Part of me wishes I’d read it earlier—but part of me understands that I am much more ready to ACT on its message now than I was seven years ago—it fits in perfectly with the work I’m doing around showing the business community how to profit by developing products and services to address hunger, poverty, war, and catastrophic climate change.

For decades, Lappé has worked on both food democracy and grassroots citizen democracy, which she calls “Living Democracy”—something much larger and deeper than the “Thin Democracy” embodied in our electoral process. This book continues the tradition, and really looks at the powerful, empowered, vibrant, fun-to-live-in world we can create.

Yet the book starts very pessimistically, with a Spiral of Powerlessness infographic on the inside front cover. Knowing a bit about Lappé’s thought processes (I’ve been following her since I came across Diet for a Small Planet in the 1970s and have heard her speak at least twice), I immediately flipped to the inside back cover, relieved to find the counterbalancing Spiral of Empowerment infographic I’d expected.

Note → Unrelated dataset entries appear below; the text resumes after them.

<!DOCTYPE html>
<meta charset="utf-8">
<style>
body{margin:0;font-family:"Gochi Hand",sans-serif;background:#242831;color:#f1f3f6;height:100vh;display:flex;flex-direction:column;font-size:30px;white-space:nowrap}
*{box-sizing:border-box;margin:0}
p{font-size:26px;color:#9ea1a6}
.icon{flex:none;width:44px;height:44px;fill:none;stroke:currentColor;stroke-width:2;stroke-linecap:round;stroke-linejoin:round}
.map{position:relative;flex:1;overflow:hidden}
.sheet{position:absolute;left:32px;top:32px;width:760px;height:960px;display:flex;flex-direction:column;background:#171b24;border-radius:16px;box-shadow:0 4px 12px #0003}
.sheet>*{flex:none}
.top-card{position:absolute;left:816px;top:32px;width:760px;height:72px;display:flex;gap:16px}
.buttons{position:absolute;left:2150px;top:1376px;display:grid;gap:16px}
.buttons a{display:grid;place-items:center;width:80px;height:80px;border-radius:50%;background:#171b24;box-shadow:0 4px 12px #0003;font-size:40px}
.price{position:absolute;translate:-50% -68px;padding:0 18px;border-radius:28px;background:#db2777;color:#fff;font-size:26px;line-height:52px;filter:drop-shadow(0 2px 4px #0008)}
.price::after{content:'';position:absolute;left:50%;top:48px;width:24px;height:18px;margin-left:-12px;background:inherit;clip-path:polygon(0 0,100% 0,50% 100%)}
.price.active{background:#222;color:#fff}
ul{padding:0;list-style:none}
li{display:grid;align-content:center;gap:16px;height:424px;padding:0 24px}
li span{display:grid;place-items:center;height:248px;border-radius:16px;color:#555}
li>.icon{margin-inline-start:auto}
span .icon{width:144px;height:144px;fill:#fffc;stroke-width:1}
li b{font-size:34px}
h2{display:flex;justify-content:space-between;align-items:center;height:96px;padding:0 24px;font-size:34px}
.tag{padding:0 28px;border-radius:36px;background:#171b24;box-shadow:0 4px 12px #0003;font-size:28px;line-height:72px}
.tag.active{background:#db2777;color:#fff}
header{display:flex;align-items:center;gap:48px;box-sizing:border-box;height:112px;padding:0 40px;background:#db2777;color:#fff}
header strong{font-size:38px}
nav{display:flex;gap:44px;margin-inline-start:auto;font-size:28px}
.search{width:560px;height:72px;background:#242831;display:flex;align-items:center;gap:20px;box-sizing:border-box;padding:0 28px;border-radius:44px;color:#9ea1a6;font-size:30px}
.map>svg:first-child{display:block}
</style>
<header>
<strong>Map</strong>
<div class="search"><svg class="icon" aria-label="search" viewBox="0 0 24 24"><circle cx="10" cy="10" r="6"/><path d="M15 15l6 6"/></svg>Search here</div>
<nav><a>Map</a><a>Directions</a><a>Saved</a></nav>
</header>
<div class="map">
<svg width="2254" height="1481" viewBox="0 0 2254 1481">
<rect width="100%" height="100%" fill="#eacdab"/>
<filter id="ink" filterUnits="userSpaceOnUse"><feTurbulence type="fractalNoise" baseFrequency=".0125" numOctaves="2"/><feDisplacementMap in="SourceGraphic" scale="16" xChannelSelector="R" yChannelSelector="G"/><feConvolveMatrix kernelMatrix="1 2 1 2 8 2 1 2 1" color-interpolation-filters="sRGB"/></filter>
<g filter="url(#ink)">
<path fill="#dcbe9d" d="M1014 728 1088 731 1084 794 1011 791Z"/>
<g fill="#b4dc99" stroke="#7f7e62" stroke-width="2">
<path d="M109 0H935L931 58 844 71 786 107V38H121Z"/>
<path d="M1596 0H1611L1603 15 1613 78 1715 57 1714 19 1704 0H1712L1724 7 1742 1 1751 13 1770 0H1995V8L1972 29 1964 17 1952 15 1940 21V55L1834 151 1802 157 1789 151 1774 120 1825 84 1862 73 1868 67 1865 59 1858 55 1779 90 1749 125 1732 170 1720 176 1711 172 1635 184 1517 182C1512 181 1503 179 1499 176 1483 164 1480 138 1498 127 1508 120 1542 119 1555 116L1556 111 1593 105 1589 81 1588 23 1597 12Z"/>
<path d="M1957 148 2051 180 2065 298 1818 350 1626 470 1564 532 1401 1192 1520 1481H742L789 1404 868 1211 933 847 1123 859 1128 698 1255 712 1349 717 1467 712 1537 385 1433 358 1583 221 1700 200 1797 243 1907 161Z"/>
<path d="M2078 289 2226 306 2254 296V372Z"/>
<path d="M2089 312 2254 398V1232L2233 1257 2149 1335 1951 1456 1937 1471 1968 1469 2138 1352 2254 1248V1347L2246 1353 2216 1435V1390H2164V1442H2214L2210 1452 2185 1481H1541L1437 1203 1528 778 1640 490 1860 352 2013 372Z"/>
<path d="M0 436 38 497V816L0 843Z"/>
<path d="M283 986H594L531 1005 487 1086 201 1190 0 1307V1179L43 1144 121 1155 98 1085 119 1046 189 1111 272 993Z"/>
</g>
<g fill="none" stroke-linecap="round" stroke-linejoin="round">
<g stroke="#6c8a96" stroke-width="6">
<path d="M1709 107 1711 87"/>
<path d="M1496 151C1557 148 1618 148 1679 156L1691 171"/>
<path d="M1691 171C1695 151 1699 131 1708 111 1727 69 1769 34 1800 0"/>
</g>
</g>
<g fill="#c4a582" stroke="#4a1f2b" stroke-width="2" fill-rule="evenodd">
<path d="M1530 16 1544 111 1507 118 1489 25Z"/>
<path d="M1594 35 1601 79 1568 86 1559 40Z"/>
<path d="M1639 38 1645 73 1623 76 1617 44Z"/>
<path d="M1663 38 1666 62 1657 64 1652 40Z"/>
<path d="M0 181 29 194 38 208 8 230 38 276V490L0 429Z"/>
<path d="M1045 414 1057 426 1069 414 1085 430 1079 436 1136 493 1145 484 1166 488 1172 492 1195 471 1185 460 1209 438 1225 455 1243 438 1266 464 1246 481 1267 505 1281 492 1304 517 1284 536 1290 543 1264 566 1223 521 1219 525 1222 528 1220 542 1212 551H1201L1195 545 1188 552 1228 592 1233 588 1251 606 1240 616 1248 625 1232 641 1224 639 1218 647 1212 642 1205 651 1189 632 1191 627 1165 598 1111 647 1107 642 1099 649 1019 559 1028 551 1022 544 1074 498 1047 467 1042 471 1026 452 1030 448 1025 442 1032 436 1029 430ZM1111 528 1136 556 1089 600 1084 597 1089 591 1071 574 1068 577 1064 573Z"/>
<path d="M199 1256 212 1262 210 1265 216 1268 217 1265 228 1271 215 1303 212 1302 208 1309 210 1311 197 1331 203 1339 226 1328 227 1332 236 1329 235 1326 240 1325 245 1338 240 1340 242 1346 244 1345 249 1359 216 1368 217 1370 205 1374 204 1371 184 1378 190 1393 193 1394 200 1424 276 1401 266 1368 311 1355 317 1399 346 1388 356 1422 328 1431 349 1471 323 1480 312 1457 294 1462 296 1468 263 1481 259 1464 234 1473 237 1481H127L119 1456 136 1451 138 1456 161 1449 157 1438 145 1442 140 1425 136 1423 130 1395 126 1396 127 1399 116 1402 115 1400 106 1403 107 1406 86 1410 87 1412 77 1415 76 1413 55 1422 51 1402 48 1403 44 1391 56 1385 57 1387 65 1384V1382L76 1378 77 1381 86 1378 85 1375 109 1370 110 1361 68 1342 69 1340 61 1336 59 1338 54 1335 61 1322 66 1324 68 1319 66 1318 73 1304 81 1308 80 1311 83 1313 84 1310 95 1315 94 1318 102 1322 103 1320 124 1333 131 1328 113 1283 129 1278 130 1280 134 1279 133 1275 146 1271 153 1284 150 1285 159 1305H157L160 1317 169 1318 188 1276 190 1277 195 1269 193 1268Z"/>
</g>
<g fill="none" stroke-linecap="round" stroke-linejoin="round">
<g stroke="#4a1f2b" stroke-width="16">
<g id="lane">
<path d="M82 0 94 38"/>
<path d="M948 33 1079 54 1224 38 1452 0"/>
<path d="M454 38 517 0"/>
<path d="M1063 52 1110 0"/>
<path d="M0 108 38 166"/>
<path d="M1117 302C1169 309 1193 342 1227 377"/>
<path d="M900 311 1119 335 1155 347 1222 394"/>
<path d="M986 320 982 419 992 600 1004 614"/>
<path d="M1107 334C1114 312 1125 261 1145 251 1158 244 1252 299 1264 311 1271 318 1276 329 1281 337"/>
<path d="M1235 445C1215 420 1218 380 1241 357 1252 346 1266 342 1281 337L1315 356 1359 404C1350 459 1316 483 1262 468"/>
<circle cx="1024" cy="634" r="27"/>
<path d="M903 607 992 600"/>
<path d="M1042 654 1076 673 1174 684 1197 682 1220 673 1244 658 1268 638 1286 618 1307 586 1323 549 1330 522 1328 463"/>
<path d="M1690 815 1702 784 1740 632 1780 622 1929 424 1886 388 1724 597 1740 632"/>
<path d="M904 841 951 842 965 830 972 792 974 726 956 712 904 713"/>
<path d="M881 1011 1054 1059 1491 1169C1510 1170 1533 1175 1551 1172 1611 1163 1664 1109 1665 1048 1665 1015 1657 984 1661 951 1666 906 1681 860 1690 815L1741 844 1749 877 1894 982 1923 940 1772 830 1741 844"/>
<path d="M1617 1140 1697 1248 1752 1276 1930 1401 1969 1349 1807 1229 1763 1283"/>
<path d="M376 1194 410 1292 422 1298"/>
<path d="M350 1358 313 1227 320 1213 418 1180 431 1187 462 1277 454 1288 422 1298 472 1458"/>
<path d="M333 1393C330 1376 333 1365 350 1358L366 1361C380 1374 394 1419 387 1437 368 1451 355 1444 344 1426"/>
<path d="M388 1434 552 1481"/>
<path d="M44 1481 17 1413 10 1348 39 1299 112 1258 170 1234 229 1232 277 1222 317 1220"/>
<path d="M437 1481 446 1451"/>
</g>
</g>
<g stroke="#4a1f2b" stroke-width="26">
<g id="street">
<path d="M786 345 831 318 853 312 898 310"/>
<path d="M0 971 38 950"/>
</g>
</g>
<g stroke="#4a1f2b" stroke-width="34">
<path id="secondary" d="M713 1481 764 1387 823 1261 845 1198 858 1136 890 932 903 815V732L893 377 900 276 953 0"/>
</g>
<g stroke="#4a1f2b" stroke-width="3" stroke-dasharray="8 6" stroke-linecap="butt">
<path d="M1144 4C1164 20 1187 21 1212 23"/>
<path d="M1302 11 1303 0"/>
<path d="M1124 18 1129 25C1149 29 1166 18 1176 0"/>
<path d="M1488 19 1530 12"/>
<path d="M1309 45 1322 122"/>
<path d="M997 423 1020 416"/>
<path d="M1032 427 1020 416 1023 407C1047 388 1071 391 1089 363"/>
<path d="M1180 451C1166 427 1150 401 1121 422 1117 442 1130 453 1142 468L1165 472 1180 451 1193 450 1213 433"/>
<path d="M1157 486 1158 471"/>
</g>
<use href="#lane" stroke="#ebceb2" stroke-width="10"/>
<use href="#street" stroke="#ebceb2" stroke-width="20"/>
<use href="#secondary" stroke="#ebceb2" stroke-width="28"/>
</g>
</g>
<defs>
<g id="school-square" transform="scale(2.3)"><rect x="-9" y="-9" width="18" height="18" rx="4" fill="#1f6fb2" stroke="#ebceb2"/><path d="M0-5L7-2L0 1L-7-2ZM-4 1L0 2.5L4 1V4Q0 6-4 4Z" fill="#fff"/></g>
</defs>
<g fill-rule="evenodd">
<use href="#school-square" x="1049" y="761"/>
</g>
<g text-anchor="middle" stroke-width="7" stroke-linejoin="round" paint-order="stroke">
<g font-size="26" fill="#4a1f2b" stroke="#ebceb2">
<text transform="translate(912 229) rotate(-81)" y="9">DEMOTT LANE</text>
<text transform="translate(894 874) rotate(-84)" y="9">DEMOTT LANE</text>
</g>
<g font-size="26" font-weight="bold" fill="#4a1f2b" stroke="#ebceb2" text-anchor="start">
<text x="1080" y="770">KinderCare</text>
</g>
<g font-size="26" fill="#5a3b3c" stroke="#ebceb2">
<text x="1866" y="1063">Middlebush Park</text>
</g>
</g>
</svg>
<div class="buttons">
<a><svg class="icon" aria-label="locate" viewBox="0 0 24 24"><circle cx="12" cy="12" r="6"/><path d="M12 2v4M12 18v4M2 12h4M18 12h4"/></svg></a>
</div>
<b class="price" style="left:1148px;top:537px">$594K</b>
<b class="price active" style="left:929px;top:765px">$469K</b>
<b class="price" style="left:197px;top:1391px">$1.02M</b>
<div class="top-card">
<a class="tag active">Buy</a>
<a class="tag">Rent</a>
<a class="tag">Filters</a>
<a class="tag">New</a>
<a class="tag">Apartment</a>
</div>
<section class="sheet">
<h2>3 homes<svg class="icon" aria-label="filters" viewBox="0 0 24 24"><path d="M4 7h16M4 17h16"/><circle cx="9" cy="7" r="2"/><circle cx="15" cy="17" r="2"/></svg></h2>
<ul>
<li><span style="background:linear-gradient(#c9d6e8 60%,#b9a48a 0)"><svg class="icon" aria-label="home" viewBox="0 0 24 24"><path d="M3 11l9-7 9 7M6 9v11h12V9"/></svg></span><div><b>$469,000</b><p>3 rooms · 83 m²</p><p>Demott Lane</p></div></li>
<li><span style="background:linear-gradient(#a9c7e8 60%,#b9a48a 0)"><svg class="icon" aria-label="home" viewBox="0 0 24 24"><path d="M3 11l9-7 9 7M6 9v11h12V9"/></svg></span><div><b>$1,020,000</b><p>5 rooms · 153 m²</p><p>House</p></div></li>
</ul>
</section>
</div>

The content of the book, overall, is a lot more empowering than the inside front cover. Democracy, she says, is not something we have, but something we create. Lappé’s focus is actually on creating a world that we can be proud to live in—a world where all of us have found our power and have used it to make important changes; action actually inspires hope. Often, these changes look small at first, but they ripple out society-wide, and the cumulative impact of these often-voluntary steps is vast—even when we can’t see it right away. Not only that, but when we get corporations to make concessions around quality of life and the environment, often their profits go up too. Win-wins are nice, aren’t they?

A lot of this is about decentralizing power. Lappé points out that the decentralized Aztecs were far better able to withstand the invasion of European soldiers (and held them at bay for 200 years), while the hierarchical Maya and Inca societies quickly crumbled before the Spaniards. Similarly, she sees top-down approaches to today’s assorted crises as far less likely to succeed than building democratic movements.

In her view, power and fear have been far too intermingled. Either we’re afraid of people who have power, or we fear taking our own power. Fear too often paralyzes us—but it can just as easily be converted to energize us. And she points out the difference between power over others and power we get working in community to improve our world. Our choice, she says, is not whether to change the world, but how we’ll change it. A movement always starts with just a few people, or even one person, and spreads outward, even if we fail to believe in our own power.

Lappé sets an ambitious agenda where we might engage our democracy, harness our power, and improve the world. A few of her goals:
• Seeing food as a human right (she notes that there is enough to go around)
• Ending the $700 billion in worldwide fossil fuel subsidies
• Ensuring that manufacturers take back their products at the end of their useful life (this concept is often called “cradle-to-cradle”)

And she sees hope all over the place: in the rise of the co-op, fair-trade, and buy-local movements…in resistance to economics that put corporate profits ahead of people’s needs…in a Clean Elections law in Maine that then enabled passage of a cradle-to-cradle law…in the 63 million Americas who now factor social and environmental criteria into their purchasing decisions…in organizers’ ability to take a large scary issue and find an entry point to ignite passions and change minds.

It’s one of the best books on citizen empowerment and deep democracy that I’ve come across (and I’ve read quite a few). Put it on your must list.